Dataset entries:
####################
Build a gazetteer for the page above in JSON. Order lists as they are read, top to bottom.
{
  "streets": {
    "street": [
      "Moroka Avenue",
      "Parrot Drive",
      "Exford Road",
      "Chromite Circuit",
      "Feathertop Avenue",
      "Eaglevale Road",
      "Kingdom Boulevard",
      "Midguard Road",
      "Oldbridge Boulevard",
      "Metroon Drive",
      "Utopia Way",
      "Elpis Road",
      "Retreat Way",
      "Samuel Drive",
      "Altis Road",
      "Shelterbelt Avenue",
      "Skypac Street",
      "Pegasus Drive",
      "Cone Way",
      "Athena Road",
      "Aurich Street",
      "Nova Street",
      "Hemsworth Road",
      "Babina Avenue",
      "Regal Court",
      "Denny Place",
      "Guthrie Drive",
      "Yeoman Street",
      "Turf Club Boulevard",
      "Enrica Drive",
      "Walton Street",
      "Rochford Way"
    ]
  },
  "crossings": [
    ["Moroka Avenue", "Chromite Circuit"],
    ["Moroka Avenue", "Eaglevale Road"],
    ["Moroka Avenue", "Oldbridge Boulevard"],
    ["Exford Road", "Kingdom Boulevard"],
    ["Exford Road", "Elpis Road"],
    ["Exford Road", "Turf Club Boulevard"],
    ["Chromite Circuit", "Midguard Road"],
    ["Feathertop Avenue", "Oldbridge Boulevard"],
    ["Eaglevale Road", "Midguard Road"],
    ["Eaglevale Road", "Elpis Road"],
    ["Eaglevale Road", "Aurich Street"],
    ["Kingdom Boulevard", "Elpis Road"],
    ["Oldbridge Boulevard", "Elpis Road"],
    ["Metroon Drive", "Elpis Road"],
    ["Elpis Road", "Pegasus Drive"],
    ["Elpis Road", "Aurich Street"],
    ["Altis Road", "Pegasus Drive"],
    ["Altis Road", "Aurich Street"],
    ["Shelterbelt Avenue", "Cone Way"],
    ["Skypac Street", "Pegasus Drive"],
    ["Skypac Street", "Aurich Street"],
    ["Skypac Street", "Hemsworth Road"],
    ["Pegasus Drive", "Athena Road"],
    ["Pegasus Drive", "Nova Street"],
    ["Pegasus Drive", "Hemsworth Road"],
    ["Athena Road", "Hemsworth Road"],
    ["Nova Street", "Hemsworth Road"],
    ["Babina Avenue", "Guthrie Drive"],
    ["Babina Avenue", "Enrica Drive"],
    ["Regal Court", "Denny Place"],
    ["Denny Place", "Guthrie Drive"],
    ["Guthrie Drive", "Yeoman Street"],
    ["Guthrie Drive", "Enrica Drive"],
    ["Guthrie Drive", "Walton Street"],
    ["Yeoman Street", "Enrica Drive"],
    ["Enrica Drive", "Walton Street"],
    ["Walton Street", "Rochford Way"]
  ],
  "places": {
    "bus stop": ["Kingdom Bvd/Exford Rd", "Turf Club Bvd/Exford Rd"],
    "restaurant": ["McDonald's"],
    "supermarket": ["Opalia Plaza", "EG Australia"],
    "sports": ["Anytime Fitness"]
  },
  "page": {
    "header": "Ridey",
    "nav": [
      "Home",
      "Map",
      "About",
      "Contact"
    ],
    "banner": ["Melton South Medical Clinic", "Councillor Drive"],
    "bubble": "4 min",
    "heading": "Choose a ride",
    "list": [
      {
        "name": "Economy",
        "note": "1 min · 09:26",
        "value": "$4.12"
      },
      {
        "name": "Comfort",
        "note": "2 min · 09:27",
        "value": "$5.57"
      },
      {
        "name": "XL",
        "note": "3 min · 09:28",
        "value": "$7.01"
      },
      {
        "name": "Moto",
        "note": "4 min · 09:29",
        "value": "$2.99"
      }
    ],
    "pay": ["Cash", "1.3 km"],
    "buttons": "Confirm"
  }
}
####################
- [What you have to do] Every word in the records must appear in your copy exactly as it does above.

- [Response for this exercise]
Build a gazetteer for the page above in JSON. Order lists as they are read, top to bottom.
{
  "streets": {
    "street": [
      "Moroka Avenue",
      "Parrot Drive",
      "Exford Road",
      "Chromite Circuit",
      "Feathertop Avenue",
      "Eaglevale Road",
      "Kingdom Boulevard",
      "Midguard Road",
      "Oldbridge Boulevard",
      "Metroon Drive",
      "Utopia Way",
      "Elpis Road",
      "Retreat Way",
      "Samuel Drive",
      "Altis Road",
      "Shelterbelt Avenue",
      "Skypac Street",
      "Pegasus Drive",
      "Cone Way",
      "Athena Road",
      "Aurich Street",
      "Nova Street",
      "Hemsworth Road",
      "Babina Avenue",
      "Regal Court",
      "Denny Place",
      "Guthrie Drive",
      "Yeoman Street",
      "Turf Club Boulevard",
      "Enrica Drive",
      "Walton Street",
      "Rochford Way"
    ]
  },
  "crossings": [
    ["Moroka Avenue", "Chromite Circuit"],
    ["Moroka Avenue", "Eaglevale Road"],
    ["Moroka Avenue", "Oldbridge Boulevard"],
    ["Exford Road", "Kingdom Boulevard"],
    ["Exford Road", "Elpis Road"],
    ["Exford Road", "Turf Club Boulevard"],
    ["Chromite Circuit", "Midguard Road"],
    ["Feathertop Avenue", "Oldbridge Boulevard"],
    ["Eaglevale Road", "Midguard Road"],
    ["Eaglevale Road", "Elpis Road"],
    ["Eaglevale Road", "Aurich Street"],
    ["Kingdom Boulevard", "Elpis Road"],
    ["Oldbridge Boulevard", "Elpis Road"],
    ["Metroon Drive", "Elpis Road"],
    ["Elpis Road", "Pegasus Drive"],
    ["Elpis Road", "Aurich Street"],
    ["Altis Road", "Pegasus Drive"],
    ["Altis Road", "Aurich Street"],
    ["Shelterbelt Avenue", "Cone Way"],
    ["Skypac Street", "Pegasus Drive"],
    ["Skypac Street", "Aurich Street"],
    ["Skypac Street", "Hemsworth Road"],
    ["Pegasus Drive", "Athena Road"],
    ["Pegasus Drive", "Nova Street"],
    ["Pegasus Drive", "Hemsworth Road"],
    ["Athena Road", "Hemsworth Road"],
    ["Nova Street", "Hemsworth Road"],
    ["Babina Avenue", "Guthrie Drive"],
    ["Babina Avenue", "Enrica Drive"],
    ["Regal Court", "Denny Place"],
    ["Denny Place", "Guthrie Drive"],
    ["Guthrie Drive", "Yeoman Street"],
    ["Guthrie Drive", "Enrica Drive"],
    ["Guthrie Drive", "Walton Street"],
    ["Yeoman Street", "Enrica Drive"],
    ["Enrica Drive", "Walton Street"],
    ["Walton Street", "Rochford Way"]
  ],
  "places": {
    "bus stop": ["Kingdom Bvd/Exford Rd", "Turf Club Bvd/Exford Rd"],
    "restaurant": ["McDonald's"],
    "supermarket": ["Opalia Plaza", "EG Australia"],
    "sports": ["Anytime Fitness"]
  },
  "page": {
    "header": "Ridey",
    "nav": [
      "Home",
      "Map",
      "About",
      "Contact"
    ],
    "banner": ["Melton South Medical Clinic", "Councillor Drive"],
    "bubble": "4 min",
    "heading": "Choose a ride",
    "list": [
      {
        "name": "Economy",
        "note": "1 min · 09:26",
        "value": "$4.12"
      },
      {
        "name": "Comfort",
        "note": "2 min · 09:27",
        "value": "$5.57"
      },
      {
        "name": "XL",
        "note": "3 min · 09:28",
        "value": "$7.01"
      },
      {
        "name": "Moto",
        "note": "4 min · 09:29",
        "value": "$2.99"
      }
    ],
    "pay": ["Cash", "1.3 km"],
    "buttons": "Confirm"
  }
}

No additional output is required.